O tom educativo segue de outras formas. Tem as ecológicas “O Uirapuru”,
bossa-nova que remete à “Passaredo”, de Chico Buarque, e a “Passarim”, de Tom Jobim, revelando a beleza linguística quase despercebida pelos brasileiros do
tupi-guarani; e “Sapo-Boi”, um divertido rock
‘n’ roll urbano de Scandurra cantado por seu filho Lucas: “Se eu fosse o prefeito aqui da capital/
Pegava o sapo-boi e espalhava pela marginal (...)/ A dengue não passa de um mês/
pois o mosquito é o prato da vez”. Por falar em bichos, a punk-rock “Larga a Lagartixa”, além de
ser mais uma quebra de paradigma – afinal, é saudável criança também gostar de
barulho –, é igualmente educativa, uma vez que a frase principal, dita da forma
acelerada para acompanhar o ritmo frenético, torna-se um trava-línguas, bom
exercício para a garotada treinar a dicção.
Outra das mais queridas do disco é "Bonequinha do Papai", a qual minha
sobrinha Luna gosta até hoje. Tecno
bem dançante, põe a meninada na pista! Alem do mais, seu premiado videoclipe, algo
como um retrô-futurista com desenhos estilo anos 20 (mas com uma animação
dinâmica e moderna), é uma verdadeira obra-de-arte, o qual assisti pela
primeira vez no Dia Internacional da Animação, em 2010.
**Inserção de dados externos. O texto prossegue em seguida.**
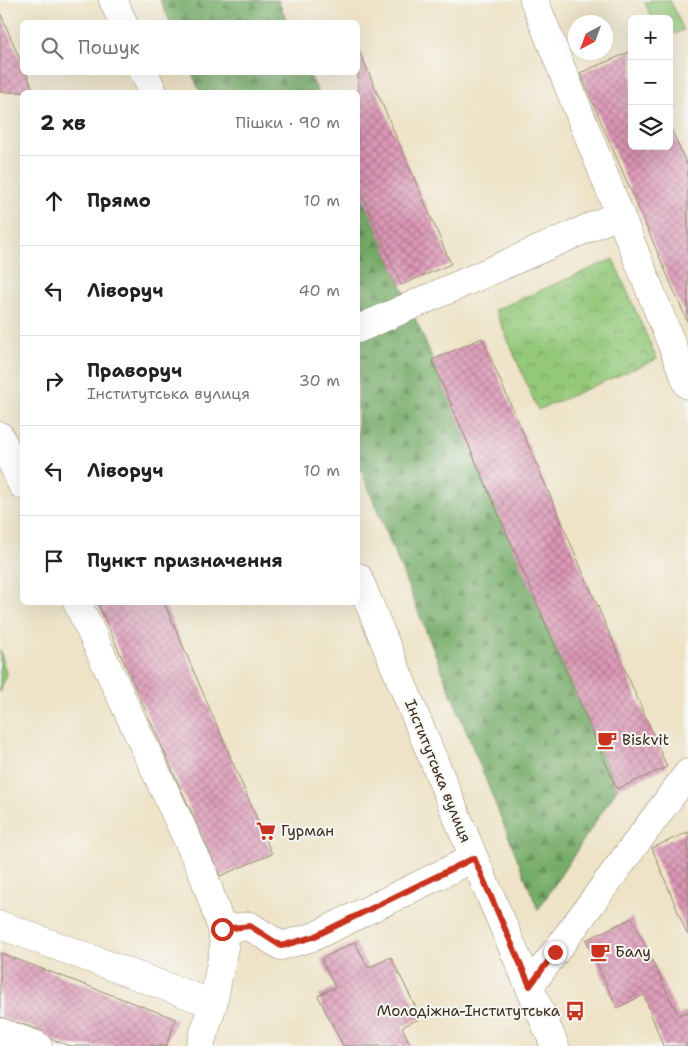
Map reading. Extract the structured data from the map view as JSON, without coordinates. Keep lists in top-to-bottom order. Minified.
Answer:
{"streets":{"street":["Інститутська вулиця"]},"places":{"cafe":["Biskvit","Балу"],"supermarket":["Гурман"],"bus stop":["Молодіжна-Інститутська"]},"north":"bottom left","page":{"map_buttons":["+","−"],"search":"Пошук","heading":["2 хв","Пішки · 90 m"],"list":[["Прямо","10 m"],["Ліворуч","40 m"],["Праворуч","Інститутська вулиця","30 m"],["Ліворуч","10 m"],"Пункт призначення"]}}
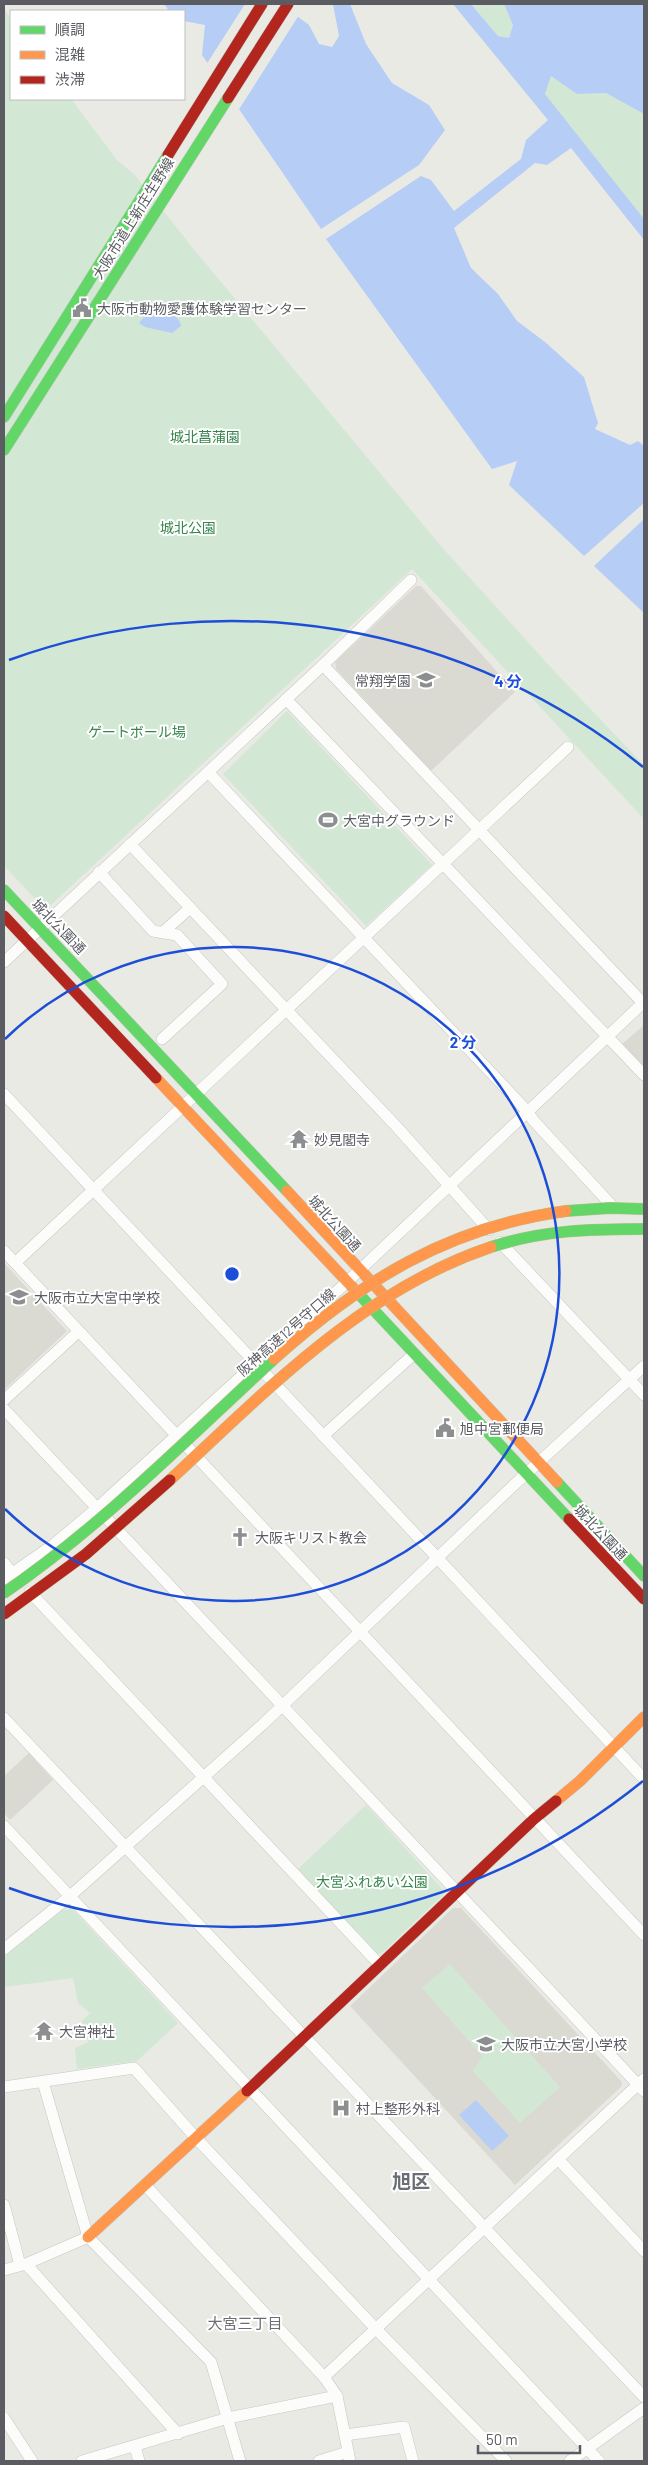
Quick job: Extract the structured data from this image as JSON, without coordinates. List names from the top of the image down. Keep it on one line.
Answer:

Mas, claro, não podia faltar o futebol, esporte tão gostado no Brasil e
praticado por meninos e meninas. Identifico-me com as duas faixas que tratam desse
tema por trazerem-me lembranças de tempos passados. A primeira é mais uma bossa-nova:
“Futezinho na Escola”, motivadora de outro dos livros do projeto, “1 drible, 2
dribles, 3 dribles — A história do futebol e outras informações interessantes”,
de Marcelo Rubens Paiva (Companhia das Letrinhas, 2014). Nela, Scandurra aborda
o que a mim era um corriqueiro hábito no 1º Grau: bater uma bola com os colegas
na cancha da escola antes de começar os estudos. A letra descreve com muita
sensibilidade as sensações e a dinâmica de um jogo: “O último lance, vâmo logo, passa a bola/ Recebi, quase perdi pro
ladrão que eu nem vi/ Chegou primeiro pedalei e passei/ Chegou o segundo e eu
também driblei/ Veio o terceiro e eu fiz uma tabela/ Tô livre parceiro, vou
chutar de trivela/ É gol!”. Mas tem a hora do divertimento e a do dever. Acaba-se
o jogo rapidinho, pois agora é preciso correr para ir a outro compromisso: a
aula de português.
Tratando ainda do esporte bretão e fechando o disco, "Carrinho por Trás" é mais uma de Scandurra e novamente um samba. Neste caso, um partido-alto. Com
uma pegada carioca e eletrônica, faz-me recordar de outra época, esta, da
adolescência, quando jogávamos nos campos de várzea com nosso time de amigos, a
Juventus. O universo das peladas é muito bem captado pelo compositor, que pega
como mote um dos polêmicos lances que acontecem nas partidas: o carrinho
(segundo a definição de Rubens Paiva, extraída do livro: “o jogador se lança no gramado e, deslizando pelo chão, tenta tirar a
bola do adversário, arremessando os pés na direção dele.”). Como pode
acarretar em uma jogada violenta, o carrinho é mal visto, ainda mais que nem
todo jogador tem boas intenções e nem todo zagueiro tem habilidade para
executá-lo. Eu, da posição, tenho lá minhas dificuldades, confesso. Porém, a
canção fala sobre um defensor que entende do negócio: “O carrinho é perigoso/ No mínimo um tanto suspeito/ Mas se você acerta
na bola/ É aplaudido com muito respeito”. João Nogueira merecia estar vivo
para gravar essa música. Como extra, ainda tem “Pererê”, com participação do
cartunista e escritor Ziraldo declamando um texto seu.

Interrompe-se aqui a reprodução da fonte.